US cotton jumped 4 percent on Friday, hitting a new lifetime peak for its benchmark futures after an 18-year low estimated for plantings. The US Department of Agriculture estimated the upland cotton area for 2007 at 10.760 million acres - the lowest since 1989 and down from analysts' projections of 11.5 million to 11.6 million acres for the current year.
"Acres are down almost double what everyone was expecting. This is just flat out bullish," said Alan Feild, an industry commentator with the Memphis, Tennessee-based iamhedged.com.
Using an "abandonment" math that cut acreage by another 12 percent - and reducing yield estimates to 775 pounds per acre from the 814 pounds in 2006/07 - Field put production for the current season at 15.71 million bales against a previous 21.59 million bales. "That implies that ending stocks will fall to around 3.5 million bales," he said.
Stocks were estimated at 9.5 million bales at the start of the 2006/07 season. Benchmark December cotton on the New York Board of Trade settled up 1.70 cents, or 2.76 percent, at 63.33 cents a lb. It had jumped 4.5 percent earlier to a life-of-contract high of 64.40 cents. The session low was 62.80.

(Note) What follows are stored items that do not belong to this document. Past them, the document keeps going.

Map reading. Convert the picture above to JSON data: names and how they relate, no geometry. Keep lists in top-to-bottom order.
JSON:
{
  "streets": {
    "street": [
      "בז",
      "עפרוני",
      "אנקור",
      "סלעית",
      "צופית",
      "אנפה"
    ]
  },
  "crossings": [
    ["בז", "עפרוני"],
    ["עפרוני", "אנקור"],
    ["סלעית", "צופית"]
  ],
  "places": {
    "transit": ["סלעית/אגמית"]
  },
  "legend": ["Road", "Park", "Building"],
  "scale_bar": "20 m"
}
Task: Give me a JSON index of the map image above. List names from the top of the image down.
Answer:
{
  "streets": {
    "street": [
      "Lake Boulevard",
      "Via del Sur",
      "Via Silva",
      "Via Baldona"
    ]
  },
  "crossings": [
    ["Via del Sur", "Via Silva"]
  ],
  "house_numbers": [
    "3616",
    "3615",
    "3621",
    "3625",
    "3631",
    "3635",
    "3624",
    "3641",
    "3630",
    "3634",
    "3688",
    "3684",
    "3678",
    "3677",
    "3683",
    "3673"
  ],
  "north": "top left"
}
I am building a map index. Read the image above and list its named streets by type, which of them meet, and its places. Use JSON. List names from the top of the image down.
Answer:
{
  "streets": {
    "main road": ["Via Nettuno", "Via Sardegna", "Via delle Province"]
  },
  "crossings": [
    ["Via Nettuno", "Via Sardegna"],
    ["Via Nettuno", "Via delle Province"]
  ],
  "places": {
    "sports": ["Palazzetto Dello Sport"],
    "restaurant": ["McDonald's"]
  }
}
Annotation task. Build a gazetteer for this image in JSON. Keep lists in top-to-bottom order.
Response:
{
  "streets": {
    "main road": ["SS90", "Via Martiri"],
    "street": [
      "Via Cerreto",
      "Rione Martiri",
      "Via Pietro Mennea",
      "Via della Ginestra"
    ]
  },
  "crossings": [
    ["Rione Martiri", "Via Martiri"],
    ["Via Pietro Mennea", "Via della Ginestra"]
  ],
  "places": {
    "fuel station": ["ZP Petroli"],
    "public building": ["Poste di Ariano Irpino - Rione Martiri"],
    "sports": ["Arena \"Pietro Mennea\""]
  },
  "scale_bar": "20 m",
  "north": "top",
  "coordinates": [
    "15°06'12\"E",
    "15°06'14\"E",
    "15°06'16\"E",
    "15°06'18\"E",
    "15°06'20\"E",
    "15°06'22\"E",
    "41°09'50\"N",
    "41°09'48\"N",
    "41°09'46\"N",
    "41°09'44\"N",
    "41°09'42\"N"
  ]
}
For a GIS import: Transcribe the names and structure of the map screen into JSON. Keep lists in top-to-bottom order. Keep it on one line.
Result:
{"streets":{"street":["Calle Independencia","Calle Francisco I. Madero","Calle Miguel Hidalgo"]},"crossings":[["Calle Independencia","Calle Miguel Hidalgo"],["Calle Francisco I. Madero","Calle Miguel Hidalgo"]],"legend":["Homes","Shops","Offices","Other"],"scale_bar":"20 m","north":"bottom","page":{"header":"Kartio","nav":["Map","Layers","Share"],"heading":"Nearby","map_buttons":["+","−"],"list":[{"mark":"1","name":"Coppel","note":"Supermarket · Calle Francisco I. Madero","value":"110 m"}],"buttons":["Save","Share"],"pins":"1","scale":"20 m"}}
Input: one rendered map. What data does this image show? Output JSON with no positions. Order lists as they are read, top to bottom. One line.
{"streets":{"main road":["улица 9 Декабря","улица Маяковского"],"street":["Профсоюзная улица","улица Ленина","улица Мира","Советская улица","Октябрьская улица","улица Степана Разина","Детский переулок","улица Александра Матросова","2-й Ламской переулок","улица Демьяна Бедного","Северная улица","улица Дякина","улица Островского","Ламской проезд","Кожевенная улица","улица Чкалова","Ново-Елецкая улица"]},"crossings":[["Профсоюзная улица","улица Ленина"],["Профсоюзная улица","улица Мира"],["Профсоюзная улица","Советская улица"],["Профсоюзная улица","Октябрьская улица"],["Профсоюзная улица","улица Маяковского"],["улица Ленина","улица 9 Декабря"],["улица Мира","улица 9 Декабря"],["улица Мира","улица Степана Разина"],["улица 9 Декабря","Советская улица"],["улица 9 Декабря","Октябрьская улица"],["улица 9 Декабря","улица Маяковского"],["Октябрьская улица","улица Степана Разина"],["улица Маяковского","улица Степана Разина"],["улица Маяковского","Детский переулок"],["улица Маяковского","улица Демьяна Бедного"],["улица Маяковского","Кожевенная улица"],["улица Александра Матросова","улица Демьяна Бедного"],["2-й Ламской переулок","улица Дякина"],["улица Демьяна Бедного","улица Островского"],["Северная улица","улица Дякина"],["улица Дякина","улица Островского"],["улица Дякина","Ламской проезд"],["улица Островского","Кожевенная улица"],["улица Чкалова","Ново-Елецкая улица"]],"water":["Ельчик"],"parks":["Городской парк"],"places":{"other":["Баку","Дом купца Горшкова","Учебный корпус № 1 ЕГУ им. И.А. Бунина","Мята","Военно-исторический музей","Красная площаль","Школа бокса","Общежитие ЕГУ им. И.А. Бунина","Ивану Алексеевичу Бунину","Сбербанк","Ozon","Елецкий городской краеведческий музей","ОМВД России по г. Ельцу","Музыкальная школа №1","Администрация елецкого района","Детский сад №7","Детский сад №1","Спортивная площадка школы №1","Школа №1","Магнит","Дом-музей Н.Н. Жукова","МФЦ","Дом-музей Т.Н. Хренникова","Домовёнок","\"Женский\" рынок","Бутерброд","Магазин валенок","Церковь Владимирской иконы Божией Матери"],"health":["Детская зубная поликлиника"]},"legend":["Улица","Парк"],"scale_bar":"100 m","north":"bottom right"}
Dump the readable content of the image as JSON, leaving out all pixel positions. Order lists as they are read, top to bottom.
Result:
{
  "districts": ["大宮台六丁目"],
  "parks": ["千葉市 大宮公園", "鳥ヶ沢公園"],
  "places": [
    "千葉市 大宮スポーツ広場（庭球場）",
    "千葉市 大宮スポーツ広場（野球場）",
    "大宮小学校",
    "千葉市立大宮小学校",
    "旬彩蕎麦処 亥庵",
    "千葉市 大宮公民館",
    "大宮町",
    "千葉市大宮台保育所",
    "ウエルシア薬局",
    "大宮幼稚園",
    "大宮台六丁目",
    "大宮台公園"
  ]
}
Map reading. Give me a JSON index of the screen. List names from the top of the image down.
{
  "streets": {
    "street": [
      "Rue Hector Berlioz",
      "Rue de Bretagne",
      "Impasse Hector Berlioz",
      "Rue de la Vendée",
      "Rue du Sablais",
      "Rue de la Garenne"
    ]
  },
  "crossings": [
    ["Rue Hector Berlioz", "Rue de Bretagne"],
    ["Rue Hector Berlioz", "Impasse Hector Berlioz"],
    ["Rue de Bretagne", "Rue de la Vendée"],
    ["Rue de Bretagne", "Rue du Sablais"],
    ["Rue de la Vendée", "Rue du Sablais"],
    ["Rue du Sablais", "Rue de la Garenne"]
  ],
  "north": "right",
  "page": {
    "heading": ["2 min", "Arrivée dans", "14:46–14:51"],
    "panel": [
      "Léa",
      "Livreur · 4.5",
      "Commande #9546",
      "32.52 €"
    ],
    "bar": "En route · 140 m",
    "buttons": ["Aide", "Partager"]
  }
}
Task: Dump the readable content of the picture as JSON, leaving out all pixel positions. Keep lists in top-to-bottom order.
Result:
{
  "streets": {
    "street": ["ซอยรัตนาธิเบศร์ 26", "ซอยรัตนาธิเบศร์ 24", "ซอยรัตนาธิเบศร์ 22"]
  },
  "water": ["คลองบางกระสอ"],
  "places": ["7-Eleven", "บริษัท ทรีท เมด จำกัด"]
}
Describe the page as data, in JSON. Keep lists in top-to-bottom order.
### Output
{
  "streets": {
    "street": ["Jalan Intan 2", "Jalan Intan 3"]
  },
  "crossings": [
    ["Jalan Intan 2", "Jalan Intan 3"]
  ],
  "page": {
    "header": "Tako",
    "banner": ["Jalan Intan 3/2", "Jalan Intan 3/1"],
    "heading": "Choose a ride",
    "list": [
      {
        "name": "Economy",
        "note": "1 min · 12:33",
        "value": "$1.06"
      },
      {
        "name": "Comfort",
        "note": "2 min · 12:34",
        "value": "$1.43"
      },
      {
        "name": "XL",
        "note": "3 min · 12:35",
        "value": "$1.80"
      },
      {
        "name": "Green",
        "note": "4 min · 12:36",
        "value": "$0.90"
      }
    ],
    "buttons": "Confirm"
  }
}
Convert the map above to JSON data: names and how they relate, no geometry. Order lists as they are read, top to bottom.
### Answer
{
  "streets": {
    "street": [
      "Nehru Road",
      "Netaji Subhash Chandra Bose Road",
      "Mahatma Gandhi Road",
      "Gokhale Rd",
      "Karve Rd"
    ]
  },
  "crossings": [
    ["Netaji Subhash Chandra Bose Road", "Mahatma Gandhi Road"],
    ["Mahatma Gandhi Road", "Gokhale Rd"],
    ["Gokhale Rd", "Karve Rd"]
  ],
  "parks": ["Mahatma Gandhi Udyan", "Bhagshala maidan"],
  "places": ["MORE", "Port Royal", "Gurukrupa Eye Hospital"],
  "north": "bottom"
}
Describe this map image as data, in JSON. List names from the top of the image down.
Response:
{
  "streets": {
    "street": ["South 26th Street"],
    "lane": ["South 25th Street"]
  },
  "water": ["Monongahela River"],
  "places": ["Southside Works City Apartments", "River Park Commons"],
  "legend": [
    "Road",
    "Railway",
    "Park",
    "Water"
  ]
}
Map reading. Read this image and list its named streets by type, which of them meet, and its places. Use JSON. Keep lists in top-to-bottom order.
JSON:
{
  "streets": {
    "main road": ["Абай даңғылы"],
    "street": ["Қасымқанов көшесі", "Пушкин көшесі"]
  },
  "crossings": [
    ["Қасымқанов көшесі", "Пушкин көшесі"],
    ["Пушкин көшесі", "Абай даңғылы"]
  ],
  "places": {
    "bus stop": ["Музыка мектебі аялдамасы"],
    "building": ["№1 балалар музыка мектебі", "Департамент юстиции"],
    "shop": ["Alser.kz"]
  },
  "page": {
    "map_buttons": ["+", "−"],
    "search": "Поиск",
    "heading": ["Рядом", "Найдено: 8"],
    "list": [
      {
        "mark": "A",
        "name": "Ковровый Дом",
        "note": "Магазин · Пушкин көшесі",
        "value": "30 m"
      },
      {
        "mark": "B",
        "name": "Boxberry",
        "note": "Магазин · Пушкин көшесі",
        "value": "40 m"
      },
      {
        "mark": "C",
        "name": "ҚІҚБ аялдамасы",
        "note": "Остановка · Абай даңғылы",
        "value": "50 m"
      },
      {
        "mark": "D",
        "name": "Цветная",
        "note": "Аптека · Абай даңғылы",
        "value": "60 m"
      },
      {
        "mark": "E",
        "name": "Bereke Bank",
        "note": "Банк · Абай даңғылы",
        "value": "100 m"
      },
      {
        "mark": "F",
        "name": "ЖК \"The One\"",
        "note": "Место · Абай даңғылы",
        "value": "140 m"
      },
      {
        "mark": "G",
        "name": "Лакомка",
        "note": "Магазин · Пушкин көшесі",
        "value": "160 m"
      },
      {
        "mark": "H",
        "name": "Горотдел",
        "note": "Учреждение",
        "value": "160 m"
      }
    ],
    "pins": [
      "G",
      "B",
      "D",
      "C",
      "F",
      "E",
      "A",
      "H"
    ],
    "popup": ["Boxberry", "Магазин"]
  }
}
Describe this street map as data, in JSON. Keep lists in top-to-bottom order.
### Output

Since Tuesday's close, NYBOT's December cotton has jumped 3 percent, energised by predictions that the USDA will cut planting estimates this week On IntercontinentalExchange's NYBOT electronic cotton market, the December contract was up 1.77 cents, or 2.87 percent, at 63.40 cents by 4:15 pm EDT (2015 GMT). Back months on NYBOT's cotton complex closed up 0.95 cent to 1.90 cents. Open interest fell 1,351 lots to 200,100 lots as of Thursday.